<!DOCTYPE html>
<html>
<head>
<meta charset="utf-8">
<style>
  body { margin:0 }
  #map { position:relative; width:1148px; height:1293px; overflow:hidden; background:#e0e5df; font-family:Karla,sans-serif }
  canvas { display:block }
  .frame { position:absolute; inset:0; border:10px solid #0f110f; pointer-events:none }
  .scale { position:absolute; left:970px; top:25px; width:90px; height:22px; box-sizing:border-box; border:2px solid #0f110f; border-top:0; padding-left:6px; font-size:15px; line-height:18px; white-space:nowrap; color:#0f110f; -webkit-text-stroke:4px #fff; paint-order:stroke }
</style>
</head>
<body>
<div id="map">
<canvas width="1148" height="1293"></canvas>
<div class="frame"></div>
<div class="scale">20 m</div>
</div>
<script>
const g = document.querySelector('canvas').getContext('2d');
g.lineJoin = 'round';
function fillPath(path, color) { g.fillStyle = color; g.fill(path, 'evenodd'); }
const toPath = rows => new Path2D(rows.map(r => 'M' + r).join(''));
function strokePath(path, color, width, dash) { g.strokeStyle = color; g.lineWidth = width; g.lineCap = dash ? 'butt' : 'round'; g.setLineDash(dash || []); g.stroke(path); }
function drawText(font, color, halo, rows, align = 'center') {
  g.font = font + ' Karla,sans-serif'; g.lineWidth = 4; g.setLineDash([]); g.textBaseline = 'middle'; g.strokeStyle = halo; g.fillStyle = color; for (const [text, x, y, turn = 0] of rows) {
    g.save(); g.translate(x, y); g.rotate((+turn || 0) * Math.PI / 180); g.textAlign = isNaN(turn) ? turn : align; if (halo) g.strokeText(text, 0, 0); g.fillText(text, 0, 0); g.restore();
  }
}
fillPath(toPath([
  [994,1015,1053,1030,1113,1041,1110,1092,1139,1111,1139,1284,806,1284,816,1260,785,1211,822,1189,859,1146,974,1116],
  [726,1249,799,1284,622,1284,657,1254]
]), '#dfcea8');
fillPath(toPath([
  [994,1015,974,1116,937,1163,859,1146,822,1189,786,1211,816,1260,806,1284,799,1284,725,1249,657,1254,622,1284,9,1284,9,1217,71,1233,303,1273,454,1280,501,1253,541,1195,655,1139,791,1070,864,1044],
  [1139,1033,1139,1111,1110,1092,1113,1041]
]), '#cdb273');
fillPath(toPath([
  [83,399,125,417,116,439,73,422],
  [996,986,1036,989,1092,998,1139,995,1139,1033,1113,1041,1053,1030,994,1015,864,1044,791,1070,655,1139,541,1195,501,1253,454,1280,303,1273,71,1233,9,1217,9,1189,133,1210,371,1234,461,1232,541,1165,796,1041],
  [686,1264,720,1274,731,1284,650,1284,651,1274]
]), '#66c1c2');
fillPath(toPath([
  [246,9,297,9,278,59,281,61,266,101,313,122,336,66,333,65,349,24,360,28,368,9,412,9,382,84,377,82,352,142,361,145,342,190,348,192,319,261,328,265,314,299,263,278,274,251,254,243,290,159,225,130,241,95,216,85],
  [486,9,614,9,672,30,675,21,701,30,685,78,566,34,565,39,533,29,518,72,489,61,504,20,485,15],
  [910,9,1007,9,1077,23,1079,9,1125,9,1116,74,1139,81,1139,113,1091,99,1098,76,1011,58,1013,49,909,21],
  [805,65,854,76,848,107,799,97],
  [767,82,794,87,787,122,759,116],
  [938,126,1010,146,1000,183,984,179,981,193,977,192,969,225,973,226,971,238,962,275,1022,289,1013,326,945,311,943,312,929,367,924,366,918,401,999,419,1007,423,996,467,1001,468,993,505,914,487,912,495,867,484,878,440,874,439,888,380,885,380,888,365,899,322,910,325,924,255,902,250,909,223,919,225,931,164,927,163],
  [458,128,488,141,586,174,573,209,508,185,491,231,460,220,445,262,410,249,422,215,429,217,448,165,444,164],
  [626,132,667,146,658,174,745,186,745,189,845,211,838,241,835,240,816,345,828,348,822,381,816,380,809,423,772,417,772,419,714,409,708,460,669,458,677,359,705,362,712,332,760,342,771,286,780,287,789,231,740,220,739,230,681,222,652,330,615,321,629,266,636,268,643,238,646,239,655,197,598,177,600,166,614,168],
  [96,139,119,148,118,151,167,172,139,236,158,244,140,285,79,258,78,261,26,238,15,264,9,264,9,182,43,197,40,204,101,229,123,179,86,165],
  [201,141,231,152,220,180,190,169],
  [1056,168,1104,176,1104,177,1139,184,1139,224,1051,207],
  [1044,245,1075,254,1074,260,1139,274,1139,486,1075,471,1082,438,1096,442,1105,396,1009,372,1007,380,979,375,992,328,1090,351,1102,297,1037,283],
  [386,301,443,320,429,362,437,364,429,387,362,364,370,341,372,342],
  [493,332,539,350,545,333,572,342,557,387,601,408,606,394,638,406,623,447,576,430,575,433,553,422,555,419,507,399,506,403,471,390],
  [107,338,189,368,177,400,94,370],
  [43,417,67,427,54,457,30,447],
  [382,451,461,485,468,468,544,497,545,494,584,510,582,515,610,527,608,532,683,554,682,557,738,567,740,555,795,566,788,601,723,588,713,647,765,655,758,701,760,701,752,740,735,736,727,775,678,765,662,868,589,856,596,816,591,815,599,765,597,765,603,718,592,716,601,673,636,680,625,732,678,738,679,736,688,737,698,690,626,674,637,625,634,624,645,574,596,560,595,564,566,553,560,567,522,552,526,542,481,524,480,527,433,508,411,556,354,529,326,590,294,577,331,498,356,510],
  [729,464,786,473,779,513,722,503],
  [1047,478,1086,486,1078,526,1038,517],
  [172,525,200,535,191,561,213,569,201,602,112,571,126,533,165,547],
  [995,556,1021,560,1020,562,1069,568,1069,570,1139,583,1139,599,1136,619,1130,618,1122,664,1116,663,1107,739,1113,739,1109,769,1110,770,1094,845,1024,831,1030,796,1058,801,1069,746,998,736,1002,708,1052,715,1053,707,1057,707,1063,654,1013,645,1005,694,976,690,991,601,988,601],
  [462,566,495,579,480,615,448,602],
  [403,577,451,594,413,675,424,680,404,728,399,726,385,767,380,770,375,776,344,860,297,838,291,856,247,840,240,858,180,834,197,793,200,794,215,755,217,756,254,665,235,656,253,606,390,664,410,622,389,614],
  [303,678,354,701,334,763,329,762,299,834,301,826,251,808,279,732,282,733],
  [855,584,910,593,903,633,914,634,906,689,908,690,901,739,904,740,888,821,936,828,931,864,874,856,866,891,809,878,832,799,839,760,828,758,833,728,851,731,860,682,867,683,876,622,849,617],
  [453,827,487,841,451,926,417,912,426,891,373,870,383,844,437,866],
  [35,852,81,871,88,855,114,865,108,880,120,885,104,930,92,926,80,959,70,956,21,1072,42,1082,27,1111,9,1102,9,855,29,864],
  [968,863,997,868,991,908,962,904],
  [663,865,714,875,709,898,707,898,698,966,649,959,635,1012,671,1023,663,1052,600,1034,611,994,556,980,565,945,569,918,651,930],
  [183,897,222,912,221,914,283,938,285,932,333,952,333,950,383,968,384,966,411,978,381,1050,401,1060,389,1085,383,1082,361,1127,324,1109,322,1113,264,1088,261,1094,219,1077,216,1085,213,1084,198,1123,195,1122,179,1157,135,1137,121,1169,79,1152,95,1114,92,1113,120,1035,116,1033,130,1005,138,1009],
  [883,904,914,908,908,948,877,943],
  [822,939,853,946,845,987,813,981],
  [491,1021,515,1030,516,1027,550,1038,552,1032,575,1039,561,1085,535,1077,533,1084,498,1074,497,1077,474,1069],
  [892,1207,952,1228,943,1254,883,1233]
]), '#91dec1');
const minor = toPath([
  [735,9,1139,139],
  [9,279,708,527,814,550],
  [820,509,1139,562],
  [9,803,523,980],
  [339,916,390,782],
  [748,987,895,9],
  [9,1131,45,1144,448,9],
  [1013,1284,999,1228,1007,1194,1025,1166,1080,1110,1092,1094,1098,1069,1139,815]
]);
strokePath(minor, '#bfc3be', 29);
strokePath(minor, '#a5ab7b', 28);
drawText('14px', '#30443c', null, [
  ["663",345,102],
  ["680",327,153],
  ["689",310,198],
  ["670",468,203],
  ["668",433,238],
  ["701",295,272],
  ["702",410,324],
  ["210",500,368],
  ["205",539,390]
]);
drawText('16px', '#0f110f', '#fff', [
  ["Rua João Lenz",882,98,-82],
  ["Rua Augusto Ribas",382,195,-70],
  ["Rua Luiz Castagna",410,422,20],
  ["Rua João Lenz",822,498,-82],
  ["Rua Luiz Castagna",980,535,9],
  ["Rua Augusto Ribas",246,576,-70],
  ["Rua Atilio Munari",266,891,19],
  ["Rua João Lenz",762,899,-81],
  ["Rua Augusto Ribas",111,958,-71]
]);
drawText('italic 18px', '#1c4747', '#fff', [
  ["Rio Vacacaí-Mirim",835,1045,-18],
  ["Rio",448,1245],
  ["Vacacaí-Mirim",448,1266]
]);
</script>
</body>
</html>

-------

Say how many lines in the records hold the string "canvas", please, and add no other words.

◆ SOLUTION TO THIS EXERCISE:
3